Speaking at the Discovery Farm’s annual conference in Wisconsin Dells last week, Radatz illustrated, “When you order it online you wait for it to arrive.  If it doesn’t arrive you don’t put out another order. You check to see where it is.”
According to Radatz manure is the most complex issue to deal with on a dairy farm.  When there are close neighbors, there needs to be a concern for odors. When there is not enough storage, decisions need to be made about when and where to spread it, particularly in winter when a growing crop will not immediately take up the nutrients.
To manage it producers need to know the value of the manure, when that value is delivered, how much is enough for a crop and how much is too much.
“We are here to provide science and tools to deal with manure, balancing and protecting the environment while being agronomically successful,” she says.

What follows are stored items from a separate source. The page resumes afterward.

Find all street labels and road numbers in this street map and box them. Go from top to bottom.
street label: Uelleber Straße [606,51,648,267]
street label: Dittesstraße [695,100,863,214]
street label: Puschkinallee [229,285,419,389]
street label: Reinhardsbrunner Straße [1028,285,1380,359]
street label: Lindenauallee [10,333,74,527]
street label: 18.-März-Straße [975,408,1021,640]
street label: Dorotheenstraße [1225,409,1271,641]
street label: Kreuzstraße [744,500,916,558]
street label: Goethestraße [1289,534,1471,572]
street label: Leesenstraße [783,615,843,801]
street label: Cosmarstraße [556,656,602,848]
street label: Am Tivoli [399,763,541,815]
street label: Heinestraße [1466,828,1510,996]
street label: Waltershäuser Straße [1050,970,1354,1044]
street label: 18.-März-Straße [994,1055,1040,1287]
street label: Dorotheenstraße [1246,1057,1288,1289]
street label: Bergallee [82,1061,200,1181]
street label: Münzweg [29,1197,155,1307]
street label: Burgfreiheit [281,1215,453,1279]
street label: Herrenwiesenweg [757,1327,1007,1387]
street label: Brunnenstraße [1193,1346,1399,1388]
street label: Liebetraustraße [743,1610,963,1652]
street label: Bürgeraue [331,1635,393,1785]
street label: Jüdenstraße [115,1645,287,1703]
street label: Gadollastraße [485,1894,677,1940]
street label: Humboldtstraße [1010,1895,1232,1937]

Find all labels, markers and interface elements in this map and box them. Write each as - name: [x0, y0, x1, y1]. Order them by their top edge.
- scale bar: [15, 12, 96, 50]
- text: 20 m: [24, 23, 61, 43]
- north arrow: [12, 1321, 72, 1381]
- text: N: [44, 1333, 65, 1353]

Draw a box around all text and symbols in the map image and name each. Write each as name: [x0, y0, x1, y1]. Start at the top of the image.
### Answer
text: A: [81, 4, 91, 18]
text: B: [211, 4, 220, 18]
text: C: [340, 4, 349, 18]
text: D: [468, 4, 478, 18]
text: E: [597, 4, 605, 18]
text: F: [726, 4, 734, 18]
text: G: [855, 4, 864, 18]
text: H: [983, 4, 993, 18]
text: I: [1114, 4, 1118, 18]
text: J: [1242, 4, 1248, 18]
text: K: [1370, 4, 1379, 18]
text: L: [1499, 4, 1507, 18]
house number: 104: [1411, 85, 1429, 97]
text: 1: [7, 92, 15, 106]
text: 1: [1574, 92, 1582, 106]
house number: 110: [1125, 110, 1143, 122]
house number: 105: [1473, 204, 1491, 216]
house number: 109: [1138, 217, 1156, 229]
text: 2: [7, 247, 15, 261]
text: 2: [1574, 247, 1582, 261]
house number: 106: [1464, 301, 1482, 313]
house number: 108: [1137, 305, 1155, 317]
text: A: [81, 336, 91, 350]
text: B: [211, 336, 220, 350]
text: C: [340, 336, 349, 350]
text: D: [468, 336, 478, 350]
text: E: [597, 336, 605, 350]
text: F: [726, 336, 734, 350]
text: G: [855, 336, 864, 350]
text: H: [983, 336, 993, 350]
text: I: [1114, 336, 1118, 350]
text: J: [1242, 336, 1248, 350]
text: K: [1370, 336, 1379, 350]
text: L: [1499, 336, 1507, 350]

Discovery Farms provides access to the tools and farmers must figure out which one is best for their farm and how they will put it to use.
UW-Discovery Farms has monitored water quality on farms that utilize manure for over a decade. 
Radatz says, “There is tremendous power in understanding the conditions that lead to runoff and a heightened risk for nutrient loss.  Using that knowledge to make small tweaks can pay big dividends towards achieving sustainable levels of nutrient loss.”
Things like depth of snow, how it melts, how frozen the soil is, and rain all determine the amount of runoff during winter, especially in the month of March, she points out.
To avoid problems she suggests avoiding manure application shortly before snowmelt and runoff.  Also, consider placement.  Using no till or limited tillage does a great job of minimizing soil loss.
Continuous surface application of manure without incorporation creates high levels of phosphorus in the upper soil layer that can lead to increased dissolved phosphorus. 
Radatz admits it can be a challenge to get good placement of nutrients without doing too much disturbance and causing soil loss.